The criticism of presidential candidate Nikos Christodoulides by his rivals, for his refusal to take part in any of the televised debates scheduled to be held on the CyBC next month, is understandable. They were entitled to make an issue of a rival candidate’s perceived weakness – his fear of political debate and confrontation – because this is how election campaigns are fought. Every candidate tries to capitalise on a rival’s weakness when this opportunity is presented to them.

At the same time, Christodoulides is entitled not participate in any television debate if he believes this would damage his election prospects, even marginally. There is no legal or constitutional obligation for any candidate to participate in television debate, even though the assumption was that anyone standing in an election would jump at the opportunity for some television exposure and the chance to show off their political acumen and vision.

Never before during a presidential election campaign, has there been a candidate declining an invitation to appear in a television debate. Even if one of them thought he had no advantage to gain from appearing, he would still appear because he would not want to be accused of cowardice and not having the arguments to stand up to his rivals. It was an embarrassment that all presidential candidates had avoided until now.
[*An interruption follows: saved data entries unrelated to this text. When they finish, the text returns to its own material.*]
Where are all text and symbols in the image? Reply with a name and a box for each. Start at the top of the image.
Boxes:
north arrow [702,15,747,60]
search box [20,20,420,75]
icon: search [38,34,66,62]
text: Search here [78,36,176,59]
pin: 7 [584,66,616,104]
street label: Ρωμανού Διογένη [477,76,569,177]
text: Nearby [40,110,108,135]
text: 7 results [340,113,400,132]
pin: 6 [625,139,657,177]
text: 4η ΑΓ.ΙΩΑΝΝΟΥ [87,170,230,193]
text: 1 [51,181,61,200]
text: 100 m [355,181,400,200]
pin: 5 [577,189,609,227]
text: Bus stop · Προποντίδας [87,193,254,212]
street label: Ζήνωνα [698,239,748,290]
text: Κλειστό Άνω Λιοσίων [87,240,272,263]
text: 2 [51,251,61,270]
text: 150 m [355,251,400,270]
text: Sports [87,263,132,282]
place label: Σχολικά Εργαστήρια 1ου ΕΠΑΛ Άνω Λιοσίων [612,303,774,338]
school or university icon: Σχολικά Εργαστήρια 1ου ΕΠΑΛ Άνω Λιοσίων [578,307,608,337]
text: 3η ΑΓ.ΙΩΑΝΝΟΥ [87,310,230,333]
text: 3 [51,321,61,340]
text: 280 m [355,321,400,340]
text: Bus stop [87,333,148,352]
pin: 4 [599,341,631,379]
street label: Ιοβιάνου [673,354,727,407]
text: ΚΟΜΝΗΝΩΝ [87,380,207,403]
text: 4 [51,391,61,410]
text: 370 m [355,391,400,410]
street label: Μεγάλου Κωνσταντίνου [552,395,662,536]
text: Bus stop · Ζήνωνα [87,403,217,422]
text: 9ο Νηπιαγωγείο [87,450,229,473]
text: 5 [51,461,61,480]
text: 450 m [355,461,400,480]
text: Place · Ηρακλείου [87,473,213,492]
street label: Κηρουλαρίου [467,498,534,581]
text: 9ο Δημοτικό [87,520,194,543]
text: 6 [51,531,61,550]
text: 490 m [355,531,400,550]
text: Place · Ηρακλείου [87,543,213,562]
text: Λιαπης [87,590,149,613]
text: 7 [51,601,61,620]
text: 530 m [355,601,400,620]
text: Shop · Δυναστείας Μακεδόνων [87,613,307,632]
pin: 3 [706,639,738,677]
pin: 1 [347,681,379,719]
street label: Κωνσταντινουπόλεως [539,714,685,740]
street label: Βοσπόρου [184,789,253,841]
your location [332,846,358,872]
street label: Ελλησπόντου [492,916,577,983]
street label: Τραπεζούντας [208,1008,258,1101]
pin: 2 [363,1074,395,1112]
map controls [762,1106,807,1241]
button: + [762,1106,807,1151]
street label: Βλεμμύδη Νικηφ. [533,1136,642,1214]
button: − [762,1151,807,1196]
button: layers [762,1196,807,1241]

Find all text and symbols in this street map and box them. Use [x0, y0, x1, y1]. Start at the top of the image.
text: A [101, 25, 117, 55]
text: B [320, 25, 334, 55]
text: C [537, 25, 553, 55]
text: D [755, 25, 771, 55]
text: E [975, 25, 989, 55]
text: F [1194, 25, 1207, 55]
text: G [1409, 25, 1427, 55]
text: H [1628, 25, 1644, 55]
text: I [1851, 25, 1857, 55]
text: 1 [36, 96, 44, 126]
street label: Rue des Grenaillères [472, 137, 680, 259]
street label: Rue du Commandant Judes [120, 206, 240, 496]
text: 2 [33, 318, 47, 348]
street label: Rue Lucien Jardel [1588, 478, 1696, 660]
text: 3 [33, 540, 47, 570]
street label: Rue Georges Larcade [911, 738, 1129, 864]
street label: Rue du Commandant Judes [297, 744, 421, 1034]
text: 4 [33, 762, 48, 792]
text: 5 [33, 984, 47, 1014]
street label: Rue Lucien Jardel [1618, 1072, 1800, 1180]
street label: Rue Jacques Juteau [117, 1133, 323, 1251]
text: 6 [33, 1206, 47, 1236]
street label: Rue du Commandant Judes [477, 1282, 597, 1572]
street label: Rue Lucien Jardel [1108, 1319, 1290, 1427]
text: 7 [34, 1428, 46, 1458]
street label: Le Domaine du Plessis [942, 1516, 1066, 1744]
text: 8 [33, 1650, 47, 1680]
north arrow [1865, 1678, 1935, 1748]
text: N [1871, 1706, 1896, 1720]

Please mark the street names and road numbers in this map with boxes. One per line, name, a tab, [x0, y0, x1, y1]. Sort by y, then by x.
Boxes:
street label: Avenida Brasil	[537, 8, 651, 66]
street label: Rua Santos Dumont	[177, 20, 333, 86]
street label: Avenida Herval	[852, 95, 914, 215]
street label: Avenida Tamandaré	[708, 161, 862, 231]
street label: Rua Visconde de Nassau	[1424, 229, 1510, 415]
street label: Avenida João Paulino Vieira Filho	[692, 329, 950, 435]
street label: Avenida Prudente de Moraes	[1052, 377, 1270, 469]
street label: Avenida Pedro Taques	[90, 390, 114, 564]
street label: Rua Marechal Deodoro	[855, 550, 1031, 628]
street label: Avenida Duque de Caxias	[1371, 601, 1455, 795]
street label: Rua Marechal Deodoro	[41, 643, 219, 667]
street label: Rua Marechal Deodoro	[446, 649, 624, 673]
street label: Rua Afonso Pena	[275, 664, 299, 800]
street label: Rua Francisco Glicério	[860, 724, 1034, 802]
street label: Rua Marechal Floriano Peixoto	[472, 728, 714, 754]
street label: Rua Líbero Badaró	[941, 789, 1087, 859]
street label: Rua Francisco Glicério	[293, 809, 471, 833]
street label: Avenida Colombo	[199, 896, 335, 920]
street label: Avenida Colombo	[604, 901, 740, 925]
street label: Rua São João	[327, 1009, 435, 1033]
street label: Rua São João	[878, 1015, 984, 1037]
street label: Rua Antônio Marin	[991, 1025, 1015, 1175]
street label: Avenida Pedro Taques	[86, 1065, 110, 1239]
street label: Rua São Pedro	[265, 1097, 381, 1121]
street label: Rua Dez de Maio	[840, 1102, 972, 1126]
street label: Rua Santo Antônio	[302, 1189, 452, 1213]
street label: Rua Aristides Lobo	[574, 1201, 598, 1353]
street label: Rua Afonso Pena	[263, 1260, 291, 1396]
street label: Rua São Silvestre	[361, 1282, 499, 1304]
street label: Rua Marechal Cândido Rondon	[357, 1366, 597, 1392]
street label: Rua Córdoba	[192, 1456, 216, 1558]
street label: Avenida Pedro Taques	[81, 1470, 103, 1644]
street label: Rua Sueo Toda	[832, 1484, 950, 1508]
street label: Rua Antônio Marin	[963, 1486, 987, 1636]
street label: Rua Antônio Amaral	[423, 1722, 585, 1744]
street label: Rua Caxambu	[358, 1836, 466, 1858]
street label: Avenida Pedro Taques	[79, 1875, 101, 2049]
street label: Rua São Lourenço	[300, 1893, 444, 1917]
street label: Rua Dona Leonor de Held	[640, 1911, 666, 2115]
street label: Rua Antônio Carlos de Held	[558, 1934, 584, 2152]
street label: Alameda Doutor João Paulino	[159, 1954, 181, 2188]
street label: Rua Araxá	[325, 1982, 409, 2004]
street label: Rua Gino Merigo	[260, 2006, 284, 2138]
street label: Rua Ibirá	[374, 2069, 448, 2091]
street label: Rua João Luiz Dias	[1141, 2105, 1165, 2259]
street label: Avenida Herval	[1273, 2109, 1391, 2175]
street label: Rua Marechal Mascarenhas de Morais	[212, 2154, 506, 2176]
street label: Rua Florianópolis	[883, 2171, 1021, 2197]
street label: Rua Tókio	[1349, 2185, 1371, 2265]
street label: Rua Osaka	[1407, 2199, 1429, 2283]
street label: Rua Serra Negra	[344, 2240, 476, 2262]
Christodoulides has set a precedent with his refusal to take part in the television debates. He had not done very well in the first television debate he took part in with Averof Neophytou and Andreas Mavroyiannis and decided to avoid debates for as long as he could. Opinion polls had shown a fall in his percentages after the debate, although he remained in the lead. He has therefore decided he would rather suffer the embarrassment of being accused of cowardice by his rivals than risk seeing his support recording another fall because of a poor appearance in a television debate.

It is his prerogative to decide how he will manage his election campaign, but it is also the right of rival candidates to expose what they perceive as a cowardly stance and a fear of debate. On Friday, Christodoulides released a letter he had sent to the chairman of the CyBC, complaining about the way the state broadcaster had presented the whole affair, and claiming his campaign team had never agreed for him to take part in the election shows in September. But what changes if his campaign team had never said ‘yes’ to his participation in the TV debates?

The fact remains that he is the only candidate refusing to take part in these debates, no matter what he says now.